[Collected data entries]
=== Section Start ===

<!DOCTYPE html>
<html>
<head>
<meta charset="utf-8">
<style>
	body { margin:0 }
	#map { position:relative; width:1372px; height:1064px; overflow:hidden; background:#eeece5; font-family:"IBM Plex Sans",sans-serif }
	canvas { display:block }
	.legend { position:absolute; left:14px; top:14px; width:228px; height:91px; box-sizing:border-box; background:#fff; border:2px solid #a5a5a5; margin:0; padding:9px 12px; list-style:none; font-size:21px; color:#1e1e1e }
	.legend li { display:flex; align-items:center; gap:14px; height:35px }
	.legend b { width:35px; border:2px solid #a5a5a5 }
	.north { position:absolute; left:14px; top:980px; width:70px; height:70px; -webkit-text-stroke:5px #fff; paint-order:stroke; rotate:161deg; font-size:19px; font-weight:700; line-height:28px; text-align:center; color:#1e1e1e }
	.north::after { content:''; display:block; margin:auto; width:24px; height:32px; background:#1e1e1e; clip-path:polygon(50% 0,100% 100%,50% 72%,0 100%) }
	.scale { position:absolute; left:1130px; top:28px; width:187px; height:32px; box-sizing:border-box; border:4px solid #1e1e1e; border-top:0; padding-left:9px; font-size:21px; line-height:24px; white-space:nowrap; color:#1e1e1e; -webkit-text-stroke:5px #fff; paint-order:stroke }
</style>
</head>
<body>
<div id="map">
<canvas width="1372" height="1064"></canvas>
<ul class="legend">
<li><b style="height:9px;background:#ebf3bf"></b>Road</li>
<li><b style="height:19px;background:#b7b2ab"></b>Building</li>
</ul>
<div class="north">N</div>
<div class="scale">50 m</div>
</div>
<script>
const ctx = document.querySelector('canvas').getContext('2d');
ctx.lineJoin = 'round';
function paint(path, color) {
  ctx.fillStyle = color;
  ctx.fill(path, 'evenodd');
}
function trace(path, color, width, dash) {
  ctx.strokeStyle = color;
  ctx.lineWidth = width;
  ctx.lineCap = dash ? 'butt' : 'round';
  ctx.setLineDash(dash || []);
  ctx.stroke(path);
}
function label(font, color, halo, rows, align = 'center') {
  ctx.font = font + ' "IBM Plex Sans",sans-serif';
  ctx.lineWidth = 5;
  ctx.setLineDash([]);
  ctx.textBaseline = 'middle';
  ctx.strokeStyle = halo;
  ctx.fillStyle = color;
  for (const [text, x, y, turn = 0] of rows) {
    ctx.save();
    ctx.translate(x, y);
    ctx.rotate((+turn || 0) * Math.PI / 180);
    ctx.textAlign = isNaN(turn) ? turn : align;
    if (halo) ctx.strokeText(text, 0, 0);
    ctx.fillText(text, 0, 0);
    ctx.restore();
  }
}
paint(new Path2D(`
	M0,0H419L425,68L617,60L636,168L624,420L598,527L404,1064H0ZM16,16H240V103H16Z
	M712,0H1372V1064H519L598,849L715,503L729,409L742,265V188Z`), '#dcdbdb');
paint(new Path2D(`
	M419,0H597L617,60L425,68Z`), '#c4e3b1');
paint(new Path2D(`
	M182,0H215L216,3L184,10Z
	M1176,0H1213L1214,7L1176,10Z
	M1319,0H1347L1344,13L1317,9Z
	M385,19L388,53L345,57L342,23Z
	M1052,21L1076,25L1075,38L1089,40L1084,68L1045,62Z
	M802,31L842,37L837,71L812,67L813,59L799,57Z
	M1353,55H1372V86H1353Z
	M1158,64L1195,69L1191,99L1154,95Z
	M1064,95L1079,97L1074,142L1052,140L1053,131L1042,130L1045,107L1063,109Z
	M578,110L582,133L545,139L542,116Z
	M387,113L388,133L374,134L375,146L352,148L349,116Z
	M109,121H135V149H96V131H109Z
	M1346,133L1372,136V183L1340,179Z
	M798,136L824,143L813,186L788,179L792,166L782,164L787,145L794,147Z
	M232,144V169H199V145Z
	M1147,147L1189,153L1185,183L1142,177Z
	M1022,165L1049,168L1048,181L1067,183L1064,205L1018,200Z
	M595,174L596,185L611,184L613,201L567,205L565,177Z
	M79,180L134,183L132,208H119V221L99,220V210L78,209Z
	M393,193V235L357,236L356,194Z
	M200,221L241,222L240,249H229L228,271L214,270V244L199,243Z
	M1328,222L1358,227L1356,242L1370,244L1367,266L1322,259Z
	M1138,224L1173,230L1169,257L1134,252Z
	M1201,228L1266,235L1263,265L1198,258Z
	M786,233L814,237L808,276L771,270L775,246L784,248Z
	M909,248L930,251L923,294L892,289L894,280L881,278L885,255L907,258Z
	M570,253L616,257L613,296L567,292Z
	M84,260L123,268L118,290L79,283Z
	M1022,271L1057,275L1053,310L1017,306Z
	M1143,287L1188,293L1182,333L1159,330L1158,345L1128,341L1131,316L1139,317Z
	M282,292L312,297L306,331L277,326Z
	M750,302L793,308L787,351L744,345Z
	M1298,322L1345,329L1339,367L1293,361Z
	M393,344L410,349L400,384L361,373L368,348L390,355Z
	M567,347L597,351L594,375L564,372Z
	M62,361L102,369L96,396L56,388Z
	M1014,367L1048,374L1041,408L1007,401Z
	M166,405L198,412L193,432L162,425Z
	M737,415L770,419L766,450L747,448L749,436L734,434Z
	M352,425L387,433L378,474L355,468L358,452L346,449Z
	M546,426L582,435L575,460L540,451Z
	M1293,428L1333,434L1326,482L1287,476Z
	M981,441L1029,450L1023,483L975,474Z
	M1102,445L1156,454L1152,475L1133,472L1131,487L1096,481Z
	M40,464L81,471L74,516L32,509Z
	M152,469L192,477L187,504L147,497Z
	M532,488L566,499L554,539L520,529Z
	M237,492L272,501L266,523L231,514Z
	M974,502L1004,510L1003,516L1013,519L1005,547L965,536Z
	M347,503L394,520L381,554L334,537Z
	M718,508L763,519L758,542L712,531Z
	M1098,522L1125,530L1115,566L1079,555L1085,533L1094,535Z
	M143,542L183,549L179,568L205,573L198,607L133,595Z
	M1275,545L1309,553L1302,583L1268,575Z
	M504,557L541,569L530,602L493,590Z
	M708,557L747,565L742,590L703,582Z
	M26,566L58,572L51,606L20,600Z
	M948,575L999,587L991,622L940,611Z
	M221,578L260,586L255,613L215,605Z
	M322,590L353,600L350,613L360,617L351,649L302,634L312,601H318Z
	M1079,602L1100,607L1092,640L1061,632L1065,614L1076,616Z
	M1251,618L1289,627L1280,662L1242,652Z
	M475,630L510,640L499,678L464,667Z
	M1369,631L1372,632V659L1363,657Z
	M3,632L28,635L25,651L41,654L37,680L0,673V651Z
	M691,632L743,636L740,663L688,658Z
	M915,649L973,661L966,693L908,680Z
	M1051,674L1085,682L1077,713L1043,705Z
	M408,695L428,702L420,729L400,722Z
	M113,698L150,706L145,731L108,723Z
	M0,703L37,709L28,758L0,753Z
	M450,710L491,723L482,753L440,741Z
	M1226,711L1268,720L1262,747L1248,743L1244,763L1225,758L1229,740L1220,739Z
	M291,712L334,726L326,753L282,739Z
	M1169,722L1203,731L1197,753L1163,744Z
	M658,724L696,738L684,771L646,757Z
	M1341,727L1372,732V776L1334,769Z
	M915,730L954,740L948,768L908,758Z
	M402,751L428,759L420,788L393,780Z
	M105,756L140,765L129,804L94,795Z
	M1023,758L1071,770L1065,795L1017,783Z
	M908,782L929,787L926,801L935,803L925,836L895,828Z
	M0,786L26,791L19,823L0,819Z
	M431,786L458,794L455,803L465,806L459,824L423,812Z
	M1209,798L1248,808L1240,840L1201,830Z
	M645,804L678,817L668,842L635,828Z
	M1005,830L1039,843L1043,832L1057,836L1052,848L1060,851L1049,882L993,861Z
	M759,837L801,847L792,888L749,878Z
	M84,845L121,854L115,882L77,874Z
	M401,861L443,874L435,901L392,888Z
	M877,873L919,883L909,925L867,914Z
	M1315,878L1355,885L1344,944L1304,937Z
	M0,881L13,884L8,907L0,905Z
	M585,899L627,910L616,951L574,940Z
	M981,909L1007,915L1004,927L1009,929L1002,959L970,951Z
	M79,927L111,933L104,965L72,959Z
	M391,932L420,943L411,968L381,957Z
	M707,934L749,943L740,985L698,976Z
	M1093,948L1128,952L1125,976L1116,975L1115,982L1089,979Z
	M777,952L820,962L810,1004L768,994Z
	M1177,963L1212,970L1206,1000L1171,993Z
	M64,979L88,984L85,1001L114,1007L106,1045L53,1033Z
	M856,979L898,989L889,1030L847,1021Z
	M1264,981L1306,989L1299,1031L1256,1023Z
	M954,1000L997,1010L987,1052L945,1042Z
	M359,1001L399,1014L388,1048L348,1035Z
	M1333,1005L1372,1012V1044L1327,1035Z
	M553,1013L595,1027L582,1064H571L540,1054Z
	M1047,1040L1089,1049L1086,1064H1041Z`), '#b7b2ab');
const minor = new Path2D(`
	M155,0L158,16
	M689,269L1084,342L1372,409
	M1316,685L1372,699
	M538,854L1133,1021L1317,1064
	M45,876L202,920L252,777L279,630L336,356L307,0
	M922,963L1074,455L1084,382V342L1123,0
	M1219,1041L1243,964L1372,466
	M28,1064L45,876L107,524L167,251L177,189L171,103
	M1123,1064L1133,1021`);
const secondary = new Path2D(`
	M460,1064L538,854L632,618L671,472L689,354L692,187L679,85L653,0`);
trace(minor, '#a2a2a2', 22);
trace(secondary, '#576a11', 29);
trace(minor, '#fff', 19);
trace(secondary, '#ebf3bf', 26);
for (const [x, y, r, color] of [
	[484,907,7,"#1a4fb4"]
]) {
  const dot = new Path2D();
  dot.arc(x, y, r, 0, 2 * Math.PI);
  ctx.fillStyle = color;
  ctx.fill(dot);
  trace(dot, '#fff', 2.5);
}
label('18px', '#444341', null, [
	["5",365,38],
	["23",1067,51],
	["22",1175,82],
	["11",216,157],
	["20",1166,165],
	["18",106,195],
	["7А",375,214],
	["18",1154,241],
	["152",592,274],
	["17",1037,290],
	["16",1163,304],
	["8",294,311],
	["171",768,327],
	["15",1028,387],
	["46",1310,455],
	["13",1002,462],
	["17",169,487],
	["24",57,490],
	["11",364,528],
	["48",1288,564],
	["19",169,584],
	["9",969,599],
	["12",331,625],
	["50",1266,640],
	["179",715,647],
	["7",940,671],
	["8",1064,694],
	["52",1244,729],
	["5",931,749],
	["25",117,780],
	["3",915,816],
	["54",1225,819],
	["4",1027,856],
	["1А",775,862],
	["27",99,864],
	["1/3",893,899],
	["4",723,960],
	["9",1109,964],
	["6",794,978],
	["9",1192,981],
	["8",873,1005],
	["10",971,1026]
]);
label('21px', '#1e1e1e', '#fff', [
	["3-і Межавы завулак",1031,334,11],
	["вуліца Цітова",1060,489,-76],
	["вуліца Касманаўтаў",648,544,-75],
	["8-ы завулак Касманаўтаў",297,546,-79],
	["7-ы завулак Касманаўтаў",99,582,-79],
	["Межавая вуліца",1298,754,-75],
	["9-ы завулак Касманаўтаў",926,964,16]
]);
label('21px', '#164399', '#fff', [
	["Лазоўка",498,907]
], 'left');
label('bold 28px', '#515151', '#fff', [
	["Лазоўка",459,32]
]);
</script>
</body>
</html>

=== Section End ===

Problem details: Select the lines from the entries that include the word "height".

Answer below:
	#map { position:relative; width:1372px; height:1064px; overflow:hidden; background:#eeece5; font-family:"IBM Plex Sans",sans-serif }
	.legend { position:absolute; left:14px; top:14px; width:228px; height:91px; box-sizing:border-box; background:#fff; border:2px solid #a5a5a5; margin:0; padding:9px 12px; list-style:none; font-size:21px; color:#1e1e1e }
	.legend li { display:flex; align-items:center; gap:14px; height:35px }
	.north { position:absolute; left:14px; top:980px; width:70px; height:70px; -webkit-text-stroke:5px #fff; paint-order:stroke; rotate:161deg; font-size:19px; font-weight:700; line-height:28px; text-align:center; color:#1e1e1e }
	.north::after { content:''; display:block; margin:auto; width:24px; height:32px; background:#1e1e1e; clip-path:polygon(50% 0,100% 100%,50% 72%,0 100%) }
	.scale { position:absolute; left:1130px; top:28px; width:187px; height:32px; box-sizing:border-box; border:4px solid #1e1e1e; border-top:0; padding-left:9px; font-size:21px; line-height:24px; white-space:nowrap; color:#1e1e1e; -webkit-text-stroke:5px #fff; paint-order:stroke }
<canvas width="1372" height="1064"></canvas>
<li><b style="height:9px;background:#ebf3bf"></b>Road</li>
<li><b style="height:19px;background:#b7b2ab"></b>Building</li>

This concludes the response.